**Exercise**.
The response should be the lines of the data, starting at the first and ending at the one that contains "position:absolute; translate:-50% -60px;", copied without change.
(Provided data Opens)
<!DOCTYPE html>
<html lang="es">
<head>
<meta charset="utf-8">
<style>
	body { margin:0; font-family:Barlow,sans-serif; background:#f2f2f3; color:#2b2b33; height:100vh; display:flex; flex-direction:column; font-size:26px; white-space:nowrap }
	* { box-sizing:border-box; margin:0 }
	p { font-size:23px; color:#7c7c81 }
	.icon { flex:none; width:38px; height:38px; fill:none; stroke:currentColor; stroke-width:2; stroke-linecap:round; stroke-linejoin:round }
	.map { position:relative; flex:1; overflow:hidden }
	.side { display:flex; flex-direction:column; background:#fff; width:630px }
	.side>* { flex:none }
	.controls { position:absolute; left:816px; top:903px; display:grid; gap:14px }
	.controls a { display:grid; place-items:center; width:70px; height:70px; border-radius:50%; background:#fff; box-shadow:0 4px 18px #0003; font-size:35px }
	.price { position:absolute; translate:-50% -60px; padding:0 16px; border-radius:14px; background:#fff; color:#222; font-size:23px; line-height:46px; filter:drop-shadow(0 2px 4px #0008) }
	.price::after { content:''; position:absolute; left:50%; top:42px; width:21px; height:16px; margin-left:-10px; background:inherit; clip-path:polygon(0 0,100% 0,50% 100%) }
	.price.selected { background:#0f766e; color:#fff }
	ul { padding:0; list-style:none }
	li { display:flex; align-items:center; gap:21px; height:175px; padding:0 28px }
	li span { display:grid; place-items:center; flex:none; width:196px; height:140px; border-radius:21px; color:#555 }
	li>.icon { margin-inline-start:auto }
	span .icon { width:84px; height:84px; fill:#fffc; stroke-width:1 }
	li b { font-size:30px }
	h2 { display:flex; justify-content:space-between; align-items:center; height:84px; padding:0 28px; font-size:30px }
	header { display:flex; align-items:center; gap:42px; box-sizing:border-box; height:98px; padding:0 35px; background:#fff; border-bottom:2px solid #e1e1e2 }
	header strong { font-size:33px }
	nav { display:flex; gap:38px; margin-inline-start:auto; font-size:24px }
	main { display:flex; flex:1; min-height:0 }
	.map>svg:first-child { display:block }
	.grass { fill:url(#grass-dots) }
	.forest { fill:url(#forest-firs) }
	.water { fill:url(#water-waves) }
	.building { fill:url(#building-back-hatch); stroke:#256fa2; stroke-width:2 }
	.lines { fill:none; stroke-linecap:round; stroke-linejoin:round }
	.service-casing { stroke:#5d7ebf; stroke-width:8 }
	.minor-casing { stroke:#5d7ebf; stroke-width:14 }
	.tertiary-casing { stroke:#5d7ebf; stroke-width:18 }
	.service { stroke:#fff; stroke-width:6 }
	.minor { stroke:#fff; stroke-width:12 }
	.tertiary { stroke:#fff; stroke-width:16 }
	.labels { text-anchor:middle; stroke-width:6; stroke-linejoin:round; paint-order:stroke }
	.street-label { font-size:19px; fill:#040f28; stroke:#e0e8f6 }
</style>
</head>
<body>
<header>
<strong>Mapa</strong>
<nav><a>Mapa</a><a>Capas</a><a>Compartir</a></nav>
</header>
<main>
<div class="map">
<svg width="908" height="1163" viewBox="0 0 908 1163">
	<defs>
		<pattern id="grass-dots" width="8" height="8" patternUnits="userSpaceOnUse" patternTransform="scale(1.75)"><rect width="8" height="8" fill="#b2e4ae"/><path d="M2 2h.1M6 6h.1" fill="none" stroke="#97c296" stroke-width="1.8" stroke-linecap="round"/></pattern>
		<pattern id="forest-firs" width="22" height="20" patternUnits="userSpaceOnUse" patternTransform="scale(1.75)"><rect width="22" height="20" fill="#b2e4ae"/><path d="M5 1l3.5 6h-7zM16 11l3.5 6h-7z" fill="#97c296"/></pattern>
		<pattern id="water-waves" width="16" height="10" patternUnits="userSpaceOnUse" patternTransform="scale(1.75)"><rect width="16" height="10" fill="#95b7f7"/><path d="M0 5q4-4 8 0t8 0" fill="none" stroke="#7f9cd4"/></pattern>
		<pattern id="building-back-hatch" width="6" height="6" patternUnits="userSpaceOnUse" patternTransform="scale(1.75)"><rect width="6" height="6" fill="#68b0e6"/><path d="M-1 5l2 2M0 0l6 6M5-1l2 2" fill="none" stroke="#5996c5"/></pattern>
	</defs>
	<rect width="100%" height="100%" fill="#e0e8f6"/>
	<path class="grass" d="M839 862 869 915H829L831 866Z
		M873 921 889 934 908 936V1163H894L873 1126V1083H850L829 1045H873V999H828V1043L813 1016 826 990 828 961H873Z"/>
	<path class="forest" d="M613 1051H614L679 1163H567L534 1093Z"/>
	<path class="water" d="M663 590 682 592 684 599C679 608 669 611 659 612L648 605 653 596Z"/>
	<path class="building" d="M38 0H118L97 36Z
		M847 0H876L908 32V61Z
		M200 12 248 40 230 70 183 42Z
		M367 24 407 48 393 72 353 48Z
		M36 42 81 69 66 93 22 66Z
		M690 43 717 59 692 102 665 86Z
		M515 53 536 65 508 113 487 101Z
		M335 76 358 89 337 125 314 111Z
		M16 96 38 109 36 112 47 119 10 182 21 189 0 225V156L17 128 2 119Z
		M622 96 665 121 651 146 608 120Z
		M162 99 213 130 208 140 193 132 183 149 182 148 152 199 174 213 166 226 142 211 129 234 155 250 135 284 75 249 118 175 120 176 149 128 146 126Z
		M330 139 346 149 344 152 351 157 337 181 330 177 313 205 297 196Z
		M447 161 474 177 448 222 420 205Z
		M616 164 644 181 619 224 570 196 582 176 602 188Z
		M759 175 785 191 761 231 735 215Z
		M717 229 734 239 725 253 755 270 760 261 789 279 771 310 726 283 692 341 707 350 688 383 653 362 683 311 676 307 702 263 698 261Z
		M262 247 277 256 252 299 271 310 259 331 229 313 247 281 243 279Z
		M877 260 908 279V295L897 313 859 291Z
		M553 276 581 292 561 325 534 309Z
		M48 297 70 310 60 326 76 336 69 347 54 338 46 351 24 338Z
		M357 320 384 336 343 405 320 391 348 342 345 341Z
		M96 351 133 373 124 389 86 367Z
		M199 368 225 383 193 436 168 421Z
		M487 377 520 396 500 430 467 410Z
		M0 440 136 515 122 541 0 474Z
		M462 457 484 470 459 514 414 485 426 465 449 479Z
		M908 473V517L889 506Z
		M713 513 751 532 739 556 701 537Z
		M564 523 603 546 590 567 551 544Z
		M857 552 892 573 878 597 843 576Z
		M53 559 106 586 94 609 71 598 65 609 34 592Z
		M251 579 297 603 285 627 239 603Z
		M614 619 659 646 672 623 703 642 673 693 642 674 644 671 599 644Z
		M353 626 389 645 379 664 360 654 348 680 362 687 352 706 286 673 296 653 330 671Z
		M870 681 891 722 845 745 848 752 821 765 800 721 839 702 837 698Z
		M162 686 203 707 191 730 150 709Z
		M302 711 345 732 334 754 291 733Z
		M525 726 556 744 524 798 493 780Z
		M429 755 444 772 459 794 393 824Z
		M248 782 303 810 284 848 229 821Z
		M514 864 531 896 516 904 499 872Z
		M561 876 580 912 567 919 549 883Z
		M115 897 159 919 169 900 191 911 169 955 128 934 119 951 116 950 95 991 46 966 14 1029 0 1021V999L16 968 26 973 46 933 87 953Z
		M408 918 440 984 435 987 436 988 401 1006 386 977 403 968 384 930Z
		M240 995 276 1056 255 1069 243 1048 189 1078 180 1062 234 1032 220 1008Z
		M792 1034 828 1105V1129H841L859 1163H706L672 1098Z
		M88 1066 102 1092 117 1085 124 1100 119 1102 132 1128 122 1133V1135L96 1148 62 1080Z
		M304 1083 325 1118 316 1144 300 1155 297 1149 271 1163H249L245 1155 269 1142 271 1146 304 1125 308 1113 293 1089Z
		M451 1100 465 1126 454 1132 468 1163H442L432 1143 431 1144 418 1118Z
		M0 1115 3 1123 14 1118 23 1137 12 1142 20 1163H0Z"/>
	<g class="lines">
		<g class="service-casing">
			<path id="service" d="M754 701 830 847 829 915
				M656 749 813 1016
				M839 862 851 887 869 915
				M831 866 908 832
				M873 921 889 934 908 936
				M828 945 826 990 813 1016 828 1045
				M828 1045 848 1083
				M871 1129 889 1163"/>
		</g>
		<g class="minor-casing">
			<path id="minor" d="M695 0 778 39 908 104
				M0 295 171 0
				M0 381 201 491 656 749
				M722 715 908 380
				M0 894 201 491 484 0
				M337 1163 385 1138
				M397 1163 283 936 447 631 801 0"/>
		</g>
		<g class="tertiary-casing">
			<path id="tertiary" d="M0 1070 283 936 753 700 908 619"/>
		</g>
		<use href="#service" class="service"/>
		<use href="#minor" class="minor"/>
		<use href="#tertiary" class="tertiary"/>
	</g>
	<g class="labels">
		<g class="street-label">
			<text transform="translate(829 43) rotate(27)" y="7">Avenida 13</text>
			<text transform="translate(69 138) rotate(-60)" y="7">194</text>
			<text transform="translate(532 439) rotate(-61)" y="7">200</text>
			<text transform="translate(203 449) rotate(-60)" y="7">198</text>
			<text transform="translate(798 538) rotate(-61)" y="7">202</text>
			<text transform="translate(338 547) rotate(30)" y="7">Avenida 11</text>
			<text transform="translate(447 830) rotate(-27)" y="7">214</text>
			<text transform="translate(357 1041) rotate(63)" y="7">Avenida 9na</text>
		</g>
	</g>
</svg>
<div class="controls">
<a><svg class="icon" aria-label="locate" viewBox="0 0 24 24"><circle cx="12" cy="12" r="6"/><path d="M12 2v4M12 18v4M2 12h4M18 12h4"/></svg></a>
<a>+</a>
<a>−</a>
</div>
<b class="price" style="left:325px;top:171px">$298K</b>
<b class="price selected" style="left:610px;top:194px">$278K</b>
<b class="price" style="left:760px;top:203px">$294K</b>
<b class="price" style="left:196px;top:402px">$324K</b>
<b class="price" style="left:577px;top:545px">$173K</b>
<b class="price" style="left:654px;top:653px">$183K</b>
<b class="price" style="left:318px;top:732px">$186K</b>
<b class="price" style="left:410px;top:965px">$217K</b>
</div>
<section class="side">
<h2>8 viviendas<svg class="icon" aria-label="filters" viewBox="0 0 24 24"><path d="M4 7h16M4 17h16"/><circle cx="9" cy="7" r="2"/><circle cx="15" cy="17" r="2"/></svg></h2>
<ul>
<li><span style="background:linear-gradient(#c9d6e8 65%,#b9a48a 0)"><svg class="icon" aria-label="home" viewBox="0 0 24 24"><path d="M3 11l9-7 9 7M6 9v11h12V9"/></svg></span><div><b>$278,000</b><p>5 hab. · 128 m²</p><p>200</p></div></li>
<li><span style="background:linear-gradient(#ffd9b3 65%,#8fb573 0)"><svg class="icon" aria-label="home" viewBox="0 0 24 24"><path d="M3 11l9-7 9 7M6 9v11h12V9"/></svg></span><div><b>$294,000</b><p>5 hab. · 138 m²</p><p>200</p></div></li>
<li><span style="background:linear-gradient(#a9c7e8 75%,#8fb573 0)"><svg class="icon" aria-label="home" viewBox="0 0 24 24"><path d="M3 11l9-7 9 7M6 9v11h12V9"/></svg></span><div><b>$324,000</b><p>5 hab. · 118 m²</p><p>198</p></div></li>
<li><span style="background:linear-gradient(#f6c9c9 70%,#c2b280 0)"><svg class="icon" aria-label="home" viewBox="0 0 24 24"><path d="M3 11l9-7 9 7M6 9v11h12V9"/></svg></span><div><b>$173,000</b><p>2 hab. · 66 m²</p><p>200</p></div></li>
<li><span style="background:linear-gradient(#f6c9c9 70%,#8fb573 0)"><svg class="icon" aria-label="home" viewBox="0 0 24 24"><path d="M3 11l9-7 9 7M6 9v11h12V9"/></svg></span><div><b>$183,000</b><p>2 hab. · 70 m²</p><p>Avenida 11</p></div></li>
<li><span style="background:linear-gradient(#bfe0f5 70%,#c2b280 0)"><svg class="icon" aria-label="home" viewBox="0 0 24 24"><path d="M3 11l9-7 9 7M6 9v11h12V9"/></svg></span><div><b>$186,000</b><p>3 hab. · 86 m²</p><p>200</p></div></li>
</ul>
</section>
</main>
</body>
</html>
(Provided data Closes)
**Task response**.
<!DOCTYPE html>
<html lang="es">
<head>
<meta charset="utf-8">
<style>
	body { margin:0; font-family:Barlow,sans-serif; background:#f2f2f3; color:#2b2b33; height:100vh; display:flex; flex-direction:column; font-size:26px; white-space:nowrap }
	* { box-sizing:border-box; margin:0 }
	p { font-size:23px; color:#7c7c81 }
	.icon { flex:none; width:38px; height:38px; fill:none; stroke:currentColor; stroke-width:2; stroke-linecap:round; stroke-linejoin:round }
	.map { position:relative; flex:1; overflow:hidden }
	.side { display:flex; flex-direction:column; background:#fff; width:630px }
	.side>* { flex:none }
	.controls { position:absolute; left:816px; top:903px; display:grid; gap:14px }
	.controls a { display:grid; place-items:center; width:70px; height:70px; border-radius:50%; background:#fff; box-shadow:0 4px 18px #0003; font-size:35px }
	.price { position:absolute; translate:-50% -60px; padding:0 16px; border-radius:14px; background:#fff; color:#222; font-size:23px; line-height:46px; filter:drop-shadow(0 2px 4px #0008) }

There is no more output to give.